Mendel's Conclusion on Dihybrid Cross

• Loci assort into gametes independently of all other loci. One loci does not affect other loci.

  • Meiosis eventually supported why this is correctby demonstrating how alleles segregate into gametes during the formation of sperm and egg cells, thereby reinforcing the principle of independent assortment.

Statistical Testing by Mendel

• Mendel utilized statistics to assess if observed numbers were close to expected values through the Chi Square test.

Chi Square Test

• Observed Values are actual counts from experiments.

• Expected Values are numbers hypothesized based on Mendelian inheritance.

• Tests the "null" hypothesis (Ho).

• Rejecting Ho means rejecting the underlying hypothesis, and accepting Ho indicates data support for that hypothesis.

Degrees of Freedom

• Defined as the number of categories (n) minus one (df = n - 1).

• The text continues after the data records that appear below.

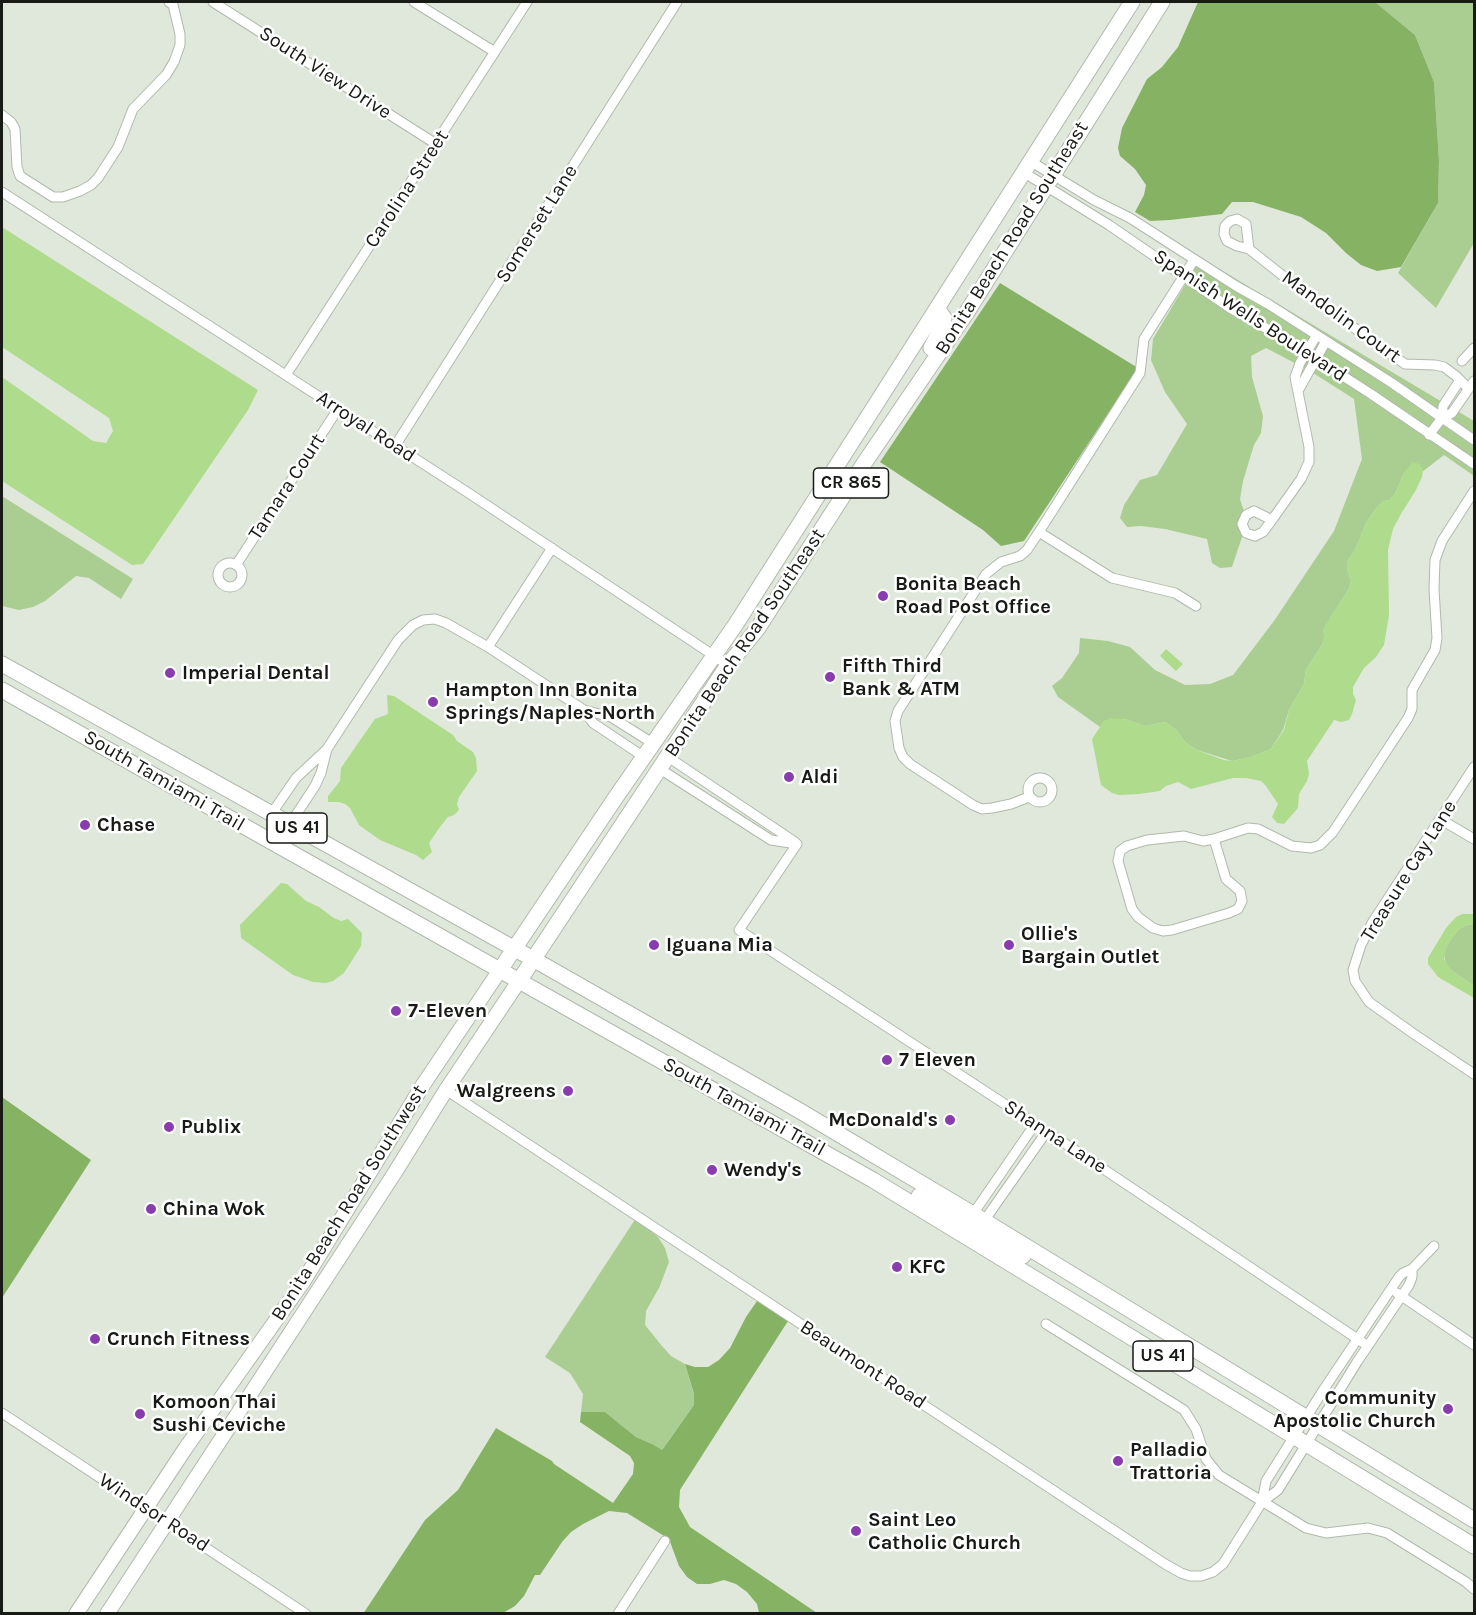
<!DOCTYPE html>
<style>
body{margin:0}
#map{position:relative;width:1476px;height:1615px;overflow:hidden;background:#e0e8db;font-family:Karla,sans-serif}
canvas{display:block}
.frame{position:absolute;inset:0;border:3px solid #171a15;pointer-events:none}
</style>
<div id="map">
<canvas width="1476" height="1615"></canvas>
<div class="frame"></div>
</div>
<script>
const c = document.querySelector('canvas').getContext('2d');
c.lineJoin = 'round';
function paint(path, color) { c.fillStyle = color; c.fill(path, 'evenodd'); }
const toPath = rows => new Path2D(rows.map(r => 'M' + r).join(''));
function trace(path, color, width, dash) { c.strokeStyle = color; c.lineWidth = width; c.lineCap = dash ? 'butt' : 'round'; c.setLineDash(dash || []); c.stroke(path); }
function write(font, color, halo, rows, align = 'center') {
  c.font = font + ' Karla,sans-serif'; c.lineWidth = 5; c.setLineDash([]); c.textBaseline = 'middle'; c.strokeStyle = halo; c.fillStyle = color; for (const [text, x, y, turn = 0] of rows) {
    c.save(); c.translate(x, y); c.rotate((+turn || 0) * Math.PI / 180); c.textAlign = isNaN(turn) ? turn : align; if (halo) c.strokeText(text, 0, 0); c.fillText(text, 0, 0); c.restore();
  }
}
paint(toPath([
 [1375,2,1474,2,1474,243,1436,308,1398,273,1438,203,1439,161,1434,82,1415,35],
 [1201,258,1474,421,1474,476,1444,455,1422,472,1423,470,1404,473,1395,494,1390,500,1384,501,1378,506,1366,523,1355,550,1347,562,1347,569,1351,581,1349,589,1330,618,1322,645,1306,669,1304,684,1289,710,1283,730,1271,749,1251,757,1232,761,1197,750,1185,742,1177,731,1166,722,1145,726,1124,719,1104,721,1100,727,1058,697,1052,686,1062,678,1079,653,1080,638,1108,641,1130,647,1155,670,1185,685,1210,684,1233,675,1274,621,1334,531,1362,459,1354,399,1310,371,1266,348,1251,356,1252,377,1263,416,1261,433,1254,445,1243,481,1240,499,1246,517,1244,531,1232,567,1220,568,1212,563,1207,539,1165,529,1141,526,1127,527,1120,518,1124,505,1140,480,1157,475,1187,424,1165,392,1151,360,1153,339],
 [2,496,133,579,121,599,89,578,76,576,45,601,33,607,19,610,2,606],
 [1474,924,1474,986,1451,970,1446,964,1444,955,1447,945,1458,930,1466,925],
 [636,1218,658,1237,665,1248,669,1262,659,1288,646,1311,645,1325,662,1346,671,1356,685,1364,694,1395,694,1405,661,1451,652,1444,636,1437,605,1412,581,1412,583,1394,570,1373,545,1357]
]), '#aacd91');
paint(toPath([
 [1198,2,1375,2,1415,35,1434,82,1439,161,1438,203,1401,267,1377,271,1361,265,1346,253,1326,233,1301,217,1253,202,1232,202,1222,214,1170,220,1150,221,1135,212,1144,195,1146,185,1135,169,1120,156,1118,148,1122,128,1147,79,1162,67,1178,47],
 [1000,283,1138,368,1024,541,1001,546,983,530,880,462],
 [2,1097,91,1160,2,1298],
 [757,1301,788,1321,680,1490,679,1507,690,1527,817,1613,759,1613,757,1604,747,1592,736,1584,724,1580,710,1584,697,1584,687,1577,679,1566,669,1539,627,1513,609,1511,583,1524,571,1532,562,1542,540,1575,535,1575,524,1596,515,1606,503,1613,363,1614,425,1520,458,1490,496,1428,552,1461,554,1464,613,1503,633,1474,634,1463,630,1456,580,1422,581,1412,605,1412,636,1437,652,1444,662,1450,694,1405,694,1394,685,1364,695,1367,708,1367,719,1360,730,1348,746,1317]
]), '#86b264');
paint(toPath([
 [2,227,258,390,248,410,143,564,132,565,2,481,2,377,93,441,106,443,113,431,109,418,2,347],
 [1412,462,1420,464,1423,470,1422,477,1416,490,1401,514,1393,529,1388,550,1389,615,1384,645,1376,657,1364,668,1353,687,1353,694,1356,700,1352,714,1349,720,1341,722,1334,720,1307,761,1309,774,1307,781,1299,794,1298,808,1284,824,1277,823,1272,817,1278,804,1266,786,1261,781,1246,778,1233,778,1191,789,1178,782,1166,786,1160,791,1139,794,1119,795,1112,793,1101,785,1092,739,1104,721,1110,718,1124,719,1145,726,1166,722,1177,731,1185,742,1197,750,1224,760,1232,761,1251,757,1271,749,1284,730,1289,710,1304,684,1306,669,1322,645,1324,637,1323,630,1326,624,1349,589,1351,581,1347,569,1347,562,1355,550,1366,523,1378,506,1384,501,1390,500,1395,494,1404,473],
 [1166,649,1183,664,1176,671,1160,656],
 [387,695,394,696,453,735,457,741,473,752,476,758,477,771,459,797,457,804,459,810,454,815,448,817,440,827,429,843,432,852,423,860,416,855,380,840,359,825,350,808,345,804,339,802,328,802,328,796,340,781,341,768,356,746,375,719,388,714],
 [281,883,287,884,306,901,319,907,334,918,341,921,348,919,362,933,361,946,358,951,344,973,333,981,326,983,313,982,293,975,241,938,240,925],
 [1462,914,1474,914,1474,924,1466,925,1458,930,1447,945,1444,959,1451,970,1474,986,1474,998,1438,977,1428,964,1428,958,1446,928,1456,917]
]), '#aedc8c');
const minor = toPath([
 [213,2,436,144],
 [414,2,495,52],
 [2,115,11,122,15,129,17,167,20,176,53,197,63,197,80,191,91,185,98,178,118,147,133,109,166,75,174,62,180,45,180,34,173,5,169,2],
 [1030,161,1094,200,1130,218,1236,286,1268,304,1392,383,1474,440],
 [1023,172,1109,225,1230,308,1287,340,1371,394,1474,464],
 [2,192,467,492,728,665],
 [1249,249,1246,224,1237,219,1230,221,1225,226,1224,234,1227,241,1237,246,1249,249,1297,287,1405,364,1435,365,1444,367,1456,376,1468,388],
 [1462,361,1474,348],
 [286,375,527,2],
 [1298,391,1326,341],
 [1442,418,1443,406,1460,380],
 [1429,435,1442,418,1452,413,1474,381],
 [395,446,677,2],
 [1254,511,1272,520,1263,532,1255,536,1246,533,1242,524,1246,515,1254,511],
 [1272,520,1301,479,1309,462,1309,447,1295,377,1300,363,1317,335],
 [1039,532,1112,578,1175,593,1196,606],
 '218 575a12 12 0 1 1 24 0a12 12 0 1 1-24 0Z',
 [236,565,338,409],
 [488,647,552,548],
 [584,710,611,717,654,744],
 [668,757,795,842],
 [1474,767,1372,923,1361,945,1353,970,1355,981,1369,1002,1414,1034,1474,1074],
 [660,769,771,840,797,844],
 '1028 790a12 12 0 1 1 24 0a12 12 0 1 1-24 0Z',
 [1029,797,1011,804,992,808,982,809,973,805,910,764,903,757,899,748,895,721,898,711,986,574,1001,562,1020,556,1027,550,1039,532,1140,373,1144,339,1194,260],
 [272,813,296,778,327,749,398,640,413,625,423,620,435,619,446,623,488,647,584,710,593,723,644,757],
 [1440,819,1474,839],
 [290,824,315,786,321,773,327,749],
 [1184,836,1203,841,1214,839,1226,879,1240,891,1242,901,1238,909,1229,913,1172,930,1163,931,1153,928,1138,917,1132,909,1118,861,1120,851,1127,846,1147,840,1184,836],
 [1214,839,1248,828,1258,829,1292,846,1311,848,1320,845,1333,832,1408,718,1412,709,1412,690,1435,650,1437,638,1434,589,1435,560,1442,541,1474,491],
 [797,844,739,930,1078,1152,1368,1346],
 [446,1090,1165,1564,1181,1573,1190,1576,1201,1576,1213,1572,1223,1564,1262,1502,1278,1490,1357,1362,1409,1285,1412,1277,1412,1269],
 [973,1214,1035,1124],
 [984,1221,1047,1131],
 [1397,1293,1474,1345],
 [1046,1324,1184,1410,1196,1429,1206,1459,1219,1475,1306,1528,1326,1533,1368,1528,1387,1533,1466,1582,1474,1589],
 [2,1413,306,1614],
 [1262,1502,1266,1481,1324,1389,1399,1277,1403,1273,1412,1269,1434,1246],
 [618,1614,665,1541]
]);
const secondary = toPath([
 [76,1614,185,1449,303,1282,423,1085,500,970],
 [107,1614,394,1174,446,1090,519,981]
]);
const primary = toPath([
 [931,348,943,325,944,318,937,308],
 [2,664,533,959,800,1111,973,1214,1474,1520],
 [2,690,873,1180,1474,1546],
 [500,970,616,797,736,624,1132,2],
 [519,981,728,665,758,628,863,465,967,312,1162,2],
 [919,1196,961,1219,972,1222],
 [967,1235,980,1233,987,1235,1023,1256]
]);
trace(minor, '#b1b9ac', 11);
trace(secondary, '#b1b9ac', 16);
trace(primary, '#b1b9ac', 17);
trace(minor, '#fff', 9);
trace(secondary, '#fff', 14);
trace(primary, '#fff', 15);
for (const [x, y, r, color] of [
 [883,596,6,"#883cad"],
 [170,673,6,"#883cad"],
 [830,677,6,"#883cad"],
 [433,702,6,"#883cad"],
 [789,777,6,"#883cad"],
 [85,825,6,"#883cad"],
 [654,945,6,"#883cad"],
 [1009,945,6,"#883cad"],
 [396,1011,6,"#883cad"],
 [887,1060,6,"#883cad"],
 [568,1091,6,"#883cad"],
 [950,1120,6,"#883cad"],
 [169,1127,6,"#883cad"],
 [712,1170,6,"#883cad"],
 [151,1209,6,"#883cad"],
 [897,1267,6,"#883cad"],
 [95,1339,6,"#883cad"],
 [1448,1409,6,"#883cad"],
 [140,1414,6,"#883cad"],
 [1118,1461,6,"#883cad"],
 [856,1531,6,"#883cad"]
]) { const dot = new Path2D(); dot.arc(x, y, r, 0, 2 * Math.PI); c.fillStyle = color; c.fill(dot); trace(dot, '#fff', 2); }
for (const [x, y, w] of [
 [851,483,75],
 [297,828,60],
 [1163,1356,60]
]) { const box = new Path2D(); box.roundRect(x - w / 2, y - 15, w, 30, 4.5); c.fillStyle = '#fff'; c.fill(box); trace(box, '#171a15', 1.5); }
write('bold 18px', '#171a15', null, [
 ["CR 865",851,483],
 ["US 41",297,828],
 ["US 41",1163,1356]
]);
write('20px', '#171a15', '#fff', [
 ["South View Drive",325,73,33],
 ["Carolina Street",407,189,-57],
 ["Somerset Lane",537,224,-58],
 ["Bonita Beach Road Southeast",1012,238,-58],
 ["Spanish Wells Boulevard",1250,316,33],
 ["Mandolin Court",1341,317,36],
 ["Arroyal Road",366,427,33],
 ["Tamara Court",287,487,-57],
 ["Bonita Beach Road Southeast",745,643,-56],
 ["South Tamiami Trail",164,781,30],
 ["Treasure Cay Lane",1409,871,-58],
 ["South Tamiami Trail",744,1107,29],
 ["Shanna Lane",1055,1137,33],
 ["Bonita Beach Road Southwest",349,1203,-58],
 ["Beaumont Road",863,1365,33],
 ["Windsor Road",154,1513,33]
]);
write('bold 20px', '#171a15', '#fff', [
 ["Bonita Beach",895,584],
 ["Road Post Office",895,607],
 ["Fifth Third",842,666],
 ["Bank & ATM",842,689],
 ["Imperial Dental",182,673],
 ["Hampton Inn Bonita",445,690],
 ["Springs/Naples-North",445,713],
 ["Aldi",801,777],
 ["Chase",97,825],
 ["Ollie's",1021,934],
 ["Bargain Outlet",1021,957],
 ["Iguana Mia",666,945],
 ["7-Eleven",408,1011],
 ["7 Eleven",899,1060],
 ["Walgreens",556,1091,"right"],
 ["McDonald's",938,1120,"right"],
 ["Publix",181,1127],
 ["Wendy's",724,1170],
 ["China Wok",163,1209],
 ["KFC",909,1267],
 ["Crunch Fitness",107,1339],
 ["Community",1436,1398,"right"],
 ["Apostolic Church",1436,1421,"right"],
 ["Komoon Thai",152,1402],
 ["Sushi Ceviche",152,1425],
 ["Palladio",1130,1450],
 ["Trattoria",1130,1473],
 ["Saint Leo",868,1520],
 ["Catholic Church",868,1543]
], 'left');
</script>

• A common level of significance chosen by biologists is 0.05 (95% accuracy).

Chi Square Test Procedure

1. Calculate expected values based on your hypothesis (for 3:1 in monohybrid crosses, and 9:3:3:1 in dihybrid crosses).

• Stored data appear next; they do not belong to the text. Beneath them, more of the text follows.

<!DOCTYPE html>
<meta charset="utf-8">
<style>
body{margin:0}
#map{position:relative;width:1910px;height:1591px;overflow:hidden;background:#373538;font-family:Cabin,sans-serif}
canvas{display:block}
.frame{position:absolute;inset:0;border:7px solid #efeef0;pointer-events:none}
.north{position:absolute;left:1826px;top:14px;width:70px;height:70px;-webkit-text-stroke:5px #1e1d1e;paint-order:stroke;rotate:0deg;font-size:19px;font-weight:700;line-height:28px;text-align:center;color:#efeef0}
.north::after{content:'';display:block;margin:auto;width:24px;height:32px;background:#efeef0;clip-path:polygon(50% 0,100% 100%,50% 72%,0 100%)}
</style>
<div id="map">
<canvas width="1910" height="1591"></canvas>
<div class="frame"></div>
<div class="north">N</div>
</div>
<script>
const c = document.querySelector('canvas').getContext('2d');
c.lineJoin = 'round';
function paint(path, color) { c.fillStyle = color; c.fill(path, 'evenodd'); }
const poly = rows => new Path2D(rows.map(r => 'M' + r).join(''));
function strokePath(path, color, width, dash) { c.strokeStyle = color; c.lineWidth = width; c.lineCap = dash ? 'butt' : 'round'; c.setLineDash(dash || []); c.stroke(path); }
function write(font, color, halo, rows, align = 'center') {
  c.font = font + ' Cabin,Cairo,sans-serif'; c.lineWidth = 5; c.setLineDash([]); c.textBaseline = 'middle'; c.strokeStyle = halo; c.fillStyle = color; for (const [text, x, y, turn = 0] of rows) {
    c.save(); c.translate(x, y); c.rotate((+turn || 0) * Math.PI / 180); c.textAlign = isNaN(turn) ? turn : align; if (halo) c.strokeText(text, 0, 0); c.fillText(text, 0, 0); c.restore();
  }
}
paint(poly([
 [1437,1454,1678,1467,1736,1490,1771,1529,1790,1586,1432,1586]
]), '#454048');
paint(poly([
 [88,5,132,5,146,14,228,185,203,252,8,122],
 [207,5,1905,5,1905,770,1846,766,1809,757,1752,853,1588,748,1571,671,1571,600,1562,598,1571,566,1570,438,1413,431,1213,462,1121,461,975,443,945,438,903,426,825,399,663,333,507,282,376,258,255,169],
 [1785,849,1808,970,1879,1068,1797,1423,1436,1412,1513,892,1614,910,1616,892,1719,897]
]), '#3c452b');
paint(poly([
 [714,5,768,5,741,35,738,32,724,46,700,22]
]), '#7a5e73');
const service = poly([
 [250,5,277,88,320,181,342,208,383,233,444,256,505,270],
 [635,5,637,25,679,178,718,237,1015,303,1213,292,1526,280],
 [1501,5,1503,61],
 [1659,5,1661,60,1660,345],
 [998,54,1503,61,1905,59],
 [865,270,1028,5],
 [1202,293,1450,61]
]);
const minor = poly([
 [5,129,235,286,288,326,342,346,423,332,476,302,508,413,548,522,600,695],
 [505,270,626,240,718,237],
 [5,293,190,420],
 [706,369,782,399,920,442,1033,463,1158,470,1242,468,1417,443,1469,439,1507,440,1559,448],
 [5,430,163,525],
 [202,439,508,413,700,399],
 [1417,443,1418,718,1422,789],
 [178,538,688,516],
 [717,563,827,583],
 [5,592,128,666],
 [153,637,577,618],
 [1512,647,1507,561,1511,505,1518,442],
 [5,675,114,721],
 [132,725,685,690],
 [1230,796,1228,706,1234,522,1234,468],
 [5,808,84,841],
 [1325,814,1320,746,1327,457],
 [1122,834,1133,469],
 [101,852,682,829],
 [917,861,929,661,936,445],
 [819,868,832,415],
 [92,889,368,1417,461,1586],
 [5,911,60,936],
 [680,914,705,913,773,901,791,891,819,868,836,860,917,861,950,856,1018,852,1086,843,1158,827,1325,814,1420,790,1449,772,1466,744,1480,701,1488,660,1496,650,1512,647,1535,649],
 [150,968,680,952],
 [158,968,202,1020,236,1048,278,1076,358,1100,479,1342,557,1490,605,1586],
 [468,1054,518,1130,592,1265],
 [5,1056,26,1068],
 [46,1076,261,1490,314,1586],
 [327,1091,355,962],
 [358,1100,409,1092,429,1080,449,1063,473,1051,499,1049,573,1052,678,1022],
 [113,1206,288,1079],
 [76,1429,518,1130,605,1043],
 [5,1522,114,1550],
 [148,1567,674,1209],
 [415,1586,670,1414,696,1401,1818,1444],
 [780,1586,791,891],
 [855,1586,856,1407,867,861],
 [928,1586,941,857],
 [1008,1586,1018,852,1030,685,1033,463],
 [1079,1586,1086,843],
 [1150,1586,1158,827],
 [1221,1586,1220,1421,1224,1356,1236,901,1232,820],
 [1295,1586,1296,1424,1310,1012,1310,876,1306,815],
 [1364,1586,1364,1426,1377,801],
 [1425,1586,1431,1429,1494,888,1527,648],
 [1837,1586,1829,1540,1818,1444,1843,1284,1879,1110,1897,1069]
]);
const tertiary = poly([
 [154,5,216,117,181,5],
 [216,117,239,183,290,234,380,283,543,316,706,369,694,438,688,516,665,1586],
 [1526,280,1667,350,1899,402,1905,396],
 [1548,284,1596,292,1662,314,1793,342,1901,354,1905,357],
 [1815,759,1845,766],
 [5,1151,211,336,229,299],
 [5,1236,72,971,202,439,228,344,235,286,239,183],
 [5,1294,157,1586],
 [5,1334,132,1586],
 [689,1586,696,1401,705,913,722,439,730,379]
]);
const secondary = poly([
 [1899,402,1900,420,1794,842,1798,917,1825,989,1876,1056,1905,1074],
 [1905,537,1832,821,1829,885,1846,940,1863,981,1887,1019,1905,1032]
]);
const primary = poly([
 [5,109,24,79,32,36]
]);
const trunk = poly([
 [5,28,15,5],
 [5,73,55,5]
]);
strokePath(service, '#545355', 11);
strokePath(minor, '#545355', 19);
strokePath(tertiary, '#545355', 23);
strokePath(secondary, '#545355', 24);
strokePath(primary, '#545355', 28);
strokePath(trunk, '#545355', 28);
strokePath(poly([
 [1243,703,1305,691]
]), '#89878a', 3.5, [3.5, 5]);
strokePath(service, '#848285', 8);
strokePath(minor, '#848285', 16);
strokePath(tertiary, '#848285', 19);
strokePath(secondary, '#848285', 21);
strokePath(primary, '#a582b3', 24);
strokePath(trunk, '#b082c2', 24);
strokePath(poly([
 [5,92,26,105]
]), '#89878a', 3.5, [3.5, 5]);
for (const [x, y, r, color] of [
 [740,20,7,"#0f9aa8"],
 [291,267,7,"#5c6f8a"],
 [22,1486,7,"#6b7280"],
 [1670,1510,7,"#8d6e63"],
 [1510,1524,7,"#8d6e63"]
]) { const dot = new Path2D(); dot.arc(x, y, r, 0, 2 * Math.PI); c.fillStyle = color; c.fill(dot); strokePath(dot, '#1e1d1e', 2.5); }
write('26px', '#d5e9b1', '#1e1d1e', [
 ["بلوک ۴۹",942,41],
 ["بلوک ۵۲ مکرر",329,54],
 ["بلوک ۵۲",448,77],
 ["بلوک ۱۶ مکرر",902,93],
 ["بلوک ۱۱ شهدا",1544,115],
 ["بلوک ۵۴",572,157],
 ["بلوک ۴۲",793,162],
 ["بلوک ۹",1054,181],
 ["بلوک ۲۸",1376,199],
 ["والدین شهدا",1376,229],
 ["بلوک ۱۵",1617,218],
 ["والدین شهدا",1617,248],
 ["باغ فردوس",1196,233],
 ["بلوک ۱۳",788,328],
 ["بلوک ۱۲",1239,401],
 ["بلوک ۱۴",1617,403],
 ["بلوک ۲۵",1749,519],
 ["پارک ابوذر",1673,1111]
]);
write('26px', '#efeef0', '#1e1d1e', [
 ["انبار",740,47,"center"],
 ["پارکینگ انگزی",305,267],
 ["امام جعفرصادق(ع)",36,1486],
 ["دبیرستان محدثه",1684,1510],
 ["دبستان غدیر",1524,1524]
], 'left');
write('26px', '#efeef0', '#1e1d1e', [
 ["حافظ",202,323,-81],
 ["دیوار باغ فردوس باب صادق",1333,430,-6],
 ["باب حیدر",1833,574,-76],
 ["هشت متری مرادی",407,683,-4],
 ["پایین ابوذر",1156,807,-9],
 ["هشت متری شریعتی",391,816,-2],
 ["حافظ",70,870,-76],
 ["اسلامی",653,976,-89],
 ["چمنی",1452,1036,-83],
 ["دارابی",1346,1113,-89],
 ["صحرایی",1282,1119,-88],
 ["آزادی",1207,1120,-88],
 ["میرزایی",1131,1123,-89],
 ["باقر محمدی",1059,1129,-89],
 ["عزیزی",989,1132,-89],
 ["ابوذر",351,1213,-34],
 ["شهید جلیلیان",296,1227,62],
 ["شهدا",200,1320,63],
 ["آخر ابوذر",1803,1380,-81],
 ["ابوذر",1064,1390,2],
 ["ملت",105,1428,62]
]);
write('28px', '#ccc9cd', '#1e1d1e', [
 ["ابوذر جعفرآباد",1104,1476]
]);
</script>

2. Conduct experiments and calculate observed values.

3. Use Chi Square formula: $x^2 = \sum \frac{(o-e)^2}{e}$

Comparing Chi Square Values

• Compare calculated Chi Square value against values in a Chi Square table for a p-value of 0.05 and the given degrees of freedom.

Variations on Simple Mendelian Genetics

• Multiple Alleles: Some loci have more than 2 possible alternatives in a population.

• Example: ABO blood type:

  • IA: Allele for A blood type

  • IB: Allele for B blood type

  • Io: Allele for O blood type.

Codominance and Incomplete Dominance

• Codominance: Both alleles express themselves completely when heterozygous (e.g., AB blood type).

  • AB blood type, with two dominant alleles and one recessive allele

• Antigens and Antibodies Present:

  • Group A: Antigen A, Anti-B antibodies.

  • Group B: Antigen B, Anti-A antibodies.

  • Group AB: Antigen A and B, No Antibodies

  • Group O: No Antigens, Anti-A and Anti-B Antibodies.

• Incomplete Dominance: Heterozygous alleles show an intermediate phenotype, distinguishable from codominance.